Si è preso con calma il suo tempo, ma alla fine il belluino Bibi ha riconosciuto quel che più o meno tutti avevano già colto: «La tregua è temporanea». Scoprendo l’acqua calda, perché il concetto di transitorietà è insito nel significato di “cessate il fuoco”.
Netanyahu si fa forte sostenendo che sia Biden sia Trump gli abbiano lasciato mani libere per far saltare l’accordo al primo possibile casus belli; tuttavia, il presidente eletto lo ha avvisato di «continuare a fare quello che deve fare: tutto questo deve finire presto. Vogliamo che finisca presto».

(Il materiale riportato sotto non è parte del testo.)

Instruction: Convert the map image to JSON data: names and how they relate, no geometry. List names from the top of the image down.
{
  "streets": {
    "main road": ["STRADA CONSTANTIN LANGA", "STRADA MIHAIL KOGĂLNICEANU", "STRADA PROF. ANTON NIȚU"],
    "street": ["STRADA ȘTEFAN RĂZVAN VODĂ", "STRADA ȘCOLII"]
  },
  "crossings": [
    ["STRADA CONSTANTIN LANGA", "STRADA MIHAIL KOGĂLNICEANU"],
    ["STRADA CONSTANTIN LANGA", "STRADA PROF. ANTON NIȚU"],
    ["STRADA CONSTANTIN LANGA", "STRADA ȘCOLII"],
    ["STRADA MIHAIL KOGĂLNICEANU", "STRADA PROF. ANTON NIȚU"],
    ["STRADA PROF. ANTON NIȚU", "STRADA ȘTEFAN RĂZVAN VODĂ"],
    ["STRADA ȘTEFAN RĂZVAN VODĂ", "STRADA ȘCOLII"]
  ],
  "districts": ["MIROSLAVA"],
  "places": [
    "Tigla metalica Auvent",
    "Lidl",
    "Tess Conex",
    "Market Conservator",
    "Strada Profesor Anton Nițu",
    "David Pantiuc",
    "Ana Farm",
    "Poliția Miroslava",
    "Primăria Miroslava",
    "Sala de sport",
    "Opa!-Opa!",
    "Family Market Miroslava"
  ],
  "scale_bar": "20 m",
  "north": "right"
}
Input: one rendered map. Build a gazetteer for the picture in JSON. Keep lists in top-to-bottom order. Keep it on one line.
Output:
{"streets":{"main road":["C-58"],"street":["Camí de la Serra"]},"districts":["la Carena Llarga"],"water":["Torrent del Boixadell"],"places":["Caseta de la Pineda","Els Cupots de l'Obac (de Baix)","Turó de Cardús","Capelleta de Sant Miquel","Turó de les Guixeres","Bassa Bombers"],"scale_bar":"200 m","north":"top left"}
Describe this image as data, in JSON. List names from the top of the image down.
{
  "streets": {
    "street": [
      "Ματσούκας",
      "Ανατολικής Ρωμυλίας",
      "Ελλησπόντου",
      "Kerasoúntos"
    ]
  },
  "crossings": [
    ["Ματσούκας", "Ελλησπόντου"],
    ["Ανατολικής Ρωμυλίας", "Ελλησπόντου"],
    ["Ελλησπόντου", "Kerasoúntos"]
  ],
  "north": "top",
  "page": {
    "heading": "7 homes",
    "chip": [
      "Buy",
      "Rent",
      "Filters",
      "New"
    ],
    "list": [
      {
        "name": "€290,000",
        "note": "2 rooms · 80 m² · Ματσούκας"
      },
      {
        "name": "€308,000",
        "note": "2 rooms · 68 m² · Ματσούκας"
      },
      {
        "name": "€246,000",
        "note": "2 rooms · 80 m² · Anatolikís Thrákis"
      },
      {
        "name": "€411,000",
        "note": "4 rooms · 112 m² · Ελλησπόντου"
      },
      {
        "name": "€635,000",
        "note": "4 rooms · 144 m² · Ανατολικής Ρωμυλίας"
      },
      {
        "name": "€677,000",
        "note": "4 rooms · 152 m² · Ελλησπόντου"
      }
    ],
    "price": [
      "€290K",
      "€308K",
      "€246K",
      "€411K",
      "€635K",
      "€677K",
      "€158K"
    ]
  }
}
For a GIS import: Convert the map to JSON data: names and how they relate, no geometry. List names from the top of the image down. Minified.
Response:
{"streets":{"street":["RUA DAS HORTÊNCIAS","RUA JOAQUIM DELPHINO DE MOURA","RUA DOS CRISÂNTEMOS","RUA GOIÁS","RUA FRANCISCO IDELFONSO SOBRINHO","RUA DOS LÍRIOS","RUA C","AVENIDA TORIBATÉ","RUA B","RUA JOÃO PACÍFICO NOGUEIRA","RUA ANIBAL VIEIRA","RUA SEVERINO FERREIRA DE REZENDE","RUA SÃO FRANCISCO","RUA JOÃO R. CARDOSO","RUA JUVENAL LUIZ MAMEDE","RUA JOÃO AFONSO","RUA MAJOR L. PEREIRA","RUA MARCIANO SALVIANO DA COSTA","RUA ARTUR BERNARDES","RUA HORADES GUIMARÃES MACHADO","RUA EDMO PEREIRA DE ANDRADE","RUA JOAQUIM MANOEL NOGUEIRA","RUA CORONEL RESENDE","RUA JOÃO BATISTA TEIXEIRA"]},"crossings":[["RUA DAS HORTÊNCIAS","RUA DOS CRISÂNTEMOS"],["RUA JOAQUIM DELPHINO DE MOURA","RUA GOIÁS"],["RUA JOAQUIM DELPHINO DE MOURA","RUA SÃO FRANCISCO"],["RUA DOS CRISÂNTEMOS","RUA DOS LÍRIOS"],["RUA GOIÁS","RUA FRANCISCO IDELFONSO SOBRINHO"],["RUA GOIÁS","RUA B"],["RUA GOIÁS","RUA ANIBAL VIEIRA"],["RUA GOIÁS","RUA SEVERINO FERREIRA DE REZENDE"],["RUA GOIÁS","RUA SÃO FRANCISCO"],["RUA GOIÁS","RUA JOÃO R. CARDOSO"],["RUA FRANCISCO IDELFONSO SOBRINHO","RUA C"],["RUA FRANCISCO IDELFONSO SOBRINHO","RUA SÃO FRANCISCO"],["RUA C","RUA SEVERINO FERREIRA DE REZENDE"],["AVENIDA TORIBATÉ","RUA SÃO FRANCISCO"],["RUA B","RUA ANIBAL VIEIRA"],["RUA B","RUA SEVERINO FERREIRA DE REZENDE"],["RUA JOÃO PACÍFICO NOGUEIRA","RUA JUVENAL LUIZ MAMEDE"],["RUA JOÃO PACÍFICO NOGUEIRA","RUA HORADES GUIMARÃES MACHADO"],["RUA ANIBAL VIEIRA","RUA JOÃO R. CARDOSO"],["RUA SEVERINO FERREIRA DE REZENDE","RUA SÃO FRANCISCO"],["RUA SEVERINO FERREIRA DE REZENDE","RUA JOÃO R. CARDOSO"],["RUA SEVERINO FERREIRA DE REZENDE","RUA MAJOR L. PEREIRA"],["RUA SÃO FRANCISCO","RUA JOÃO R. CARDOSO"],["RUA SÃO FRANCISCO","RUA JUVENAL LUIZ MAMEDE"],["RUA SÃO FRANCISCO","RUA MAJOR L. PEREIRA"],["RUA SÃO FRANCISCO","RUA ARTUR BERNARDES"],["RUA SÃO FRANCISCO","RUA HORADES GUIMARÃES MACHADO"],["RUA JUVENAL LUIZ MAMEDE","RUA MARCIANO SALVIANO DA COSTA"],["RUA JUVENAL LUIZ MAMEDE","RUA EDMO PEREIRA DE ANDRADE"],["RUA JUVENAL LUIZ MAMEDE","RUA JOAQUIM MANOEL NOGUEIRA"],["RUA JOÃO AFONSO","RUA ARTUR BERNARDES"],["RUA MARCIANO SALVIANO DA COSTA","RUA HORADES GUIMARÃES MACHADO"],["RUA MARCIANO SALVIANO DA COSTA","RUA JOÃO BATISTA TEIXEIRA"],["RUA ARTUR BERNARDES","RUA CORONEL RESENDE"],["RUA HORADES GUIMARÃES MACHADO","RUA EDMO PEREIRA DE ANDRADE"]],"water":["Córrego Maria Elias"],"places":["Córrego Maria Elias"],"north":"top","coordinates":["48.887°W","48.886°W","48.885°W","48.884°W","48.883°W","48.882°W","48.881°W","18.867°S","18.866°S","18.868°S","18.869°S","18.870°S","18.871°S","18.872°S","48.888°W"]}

Il primo appiglio cui si è aggrappato il premier israeliano per incrinare l’accordo arriva la sera del 18 gennaio: «Hamas non ci ha fornito la lista dei tre ostaggi da rilasciare, deve arrivare al più presto o l’accordo salta». Ricordando che «l’obiettivo del conflitto è impedire ad Hamas di rappresentare una minaccia per Israele, assieme alla sacra missione di riportare a casa tutti gli ostaggi».
L’ora stabilita per il cessate il fuoco è le 8.30 locali (9.30 in Italia, quella per lo scambio tra sequestrati e detenuti palestinesi le 4 del pomeriggio (17 ora di Roma). I terroristi ne tengono ancora 97; nell’arco di 42 giorni ne saranno liberati 33 in totale, di loro l’intelligence è convinta che 25 siano in vita. Sono donne, bambini (i due fratellini Bibas che Hamas ha dichiarato morti con la madre), anziani e casi umanitari. In questa prima fase saranno liberati quasi 1.900 palestinesi.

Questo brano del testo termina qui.